釈迦の生き方は、苦しみを生み出す世俗の価値観をひっくり返して、正反対の価値観の中で安穏の境涯を手に入れようというものです。したがって当然ながら、仏教の真理というものは、世の流れに逆らう非社会的な視点だということになるわけです。

つまり仏教は、教えを説き広めることによって、すべての人間を幸せにする義務もなければ、そのような課題も持たず、基本的に釈迦の言うことに反応する人だけを受け入れる。他の宗教のように万人に積極的に布教することはしない。仏教に救いを求めている人がいたら、そこではじめて手助けをするというだけ。

一切皆苦の本質は、私たちが生命体であるというところにあります。「四苦」とは、つまり生命体が生命体であるがゆえに必然的に抱え込む苦であり、したがって「決してそこから逃れられない」ものであり、「誰にでも等しく襲いかかる」ものです。

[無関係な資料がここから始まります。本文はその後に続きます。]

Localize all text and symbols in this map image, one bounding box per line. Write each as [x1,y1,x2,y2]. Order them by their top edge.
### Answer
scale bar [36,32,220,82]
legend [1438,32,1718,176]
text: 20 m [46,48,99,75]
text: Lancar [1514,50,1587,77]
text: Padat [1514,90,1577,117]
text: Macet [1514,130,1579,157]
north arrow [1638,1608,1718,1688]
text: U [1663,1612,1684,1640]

仏教がいう無常とは、無常をよしとする考えではなく、無常という法則性を前提として世界観を構築せよ、ということです。

秩父札所めぐり2日 065


 内容とは別に、対談を読んでいて感じるのは、宮崎哲弥の「言語」に対するこだわりの強さ。やっぱりインテリなんだなあと思った。言語脳が異常に発達しているのではなかろうか。
 一方の佐々木閑は、学者としてのブレない姿勢に感嘆した。もとが理系であったせいもあるかと思うが、仏教を学問として研究するにあたり、純粋に科学的方法――仮説の設定、材料の分析、論理的思考による証明といった――を実直に適用している様が伺える。その語りも客観的かつ論理的である。
 その一環として、本書の最後では、同じ仏教研究者で『浄土真宗は仏教なのか?』の著者である藤本晃(浄土真宗僧侶)のことを「テーラワーダ歴史原理主義者」と呼び、宣戦布告(むろん学問上の)している。以前、サンガ発行の仏教雑誌『サンガジャパン』で、藤本が佐々木の発表した論文について批判したことを受けてのことだ。
 ソルティは、学問としての仏教にはほとんど興味ないし、読んでもどうせ理解できないので、両者の対決にはさして関心がない。藤本が本当に「テーラワーダ歴史原理主義者」なのかどうかも知らない。
 ただ、以下の佐々木の発言には、一顧の価値置くものがあるとは思った。

私自身、釈迦の絶対的信者ですから、テーラワーダ仏教に非常な親近感を持つ人間です。しかしそのテーラワーダが、藤本氏のような強固なテーラワーダ歴史原理主義者の方向に傾きかけている状況をとても心配しています。藤本氏の説に納得するか、それとも疑問を抱くかは、その当の本人のその後の生き方にきわめて大きな影響を与えるということに留意して欲しいのです。
  
 なにごとにせよ、原理主義は好ましくない、という意味において。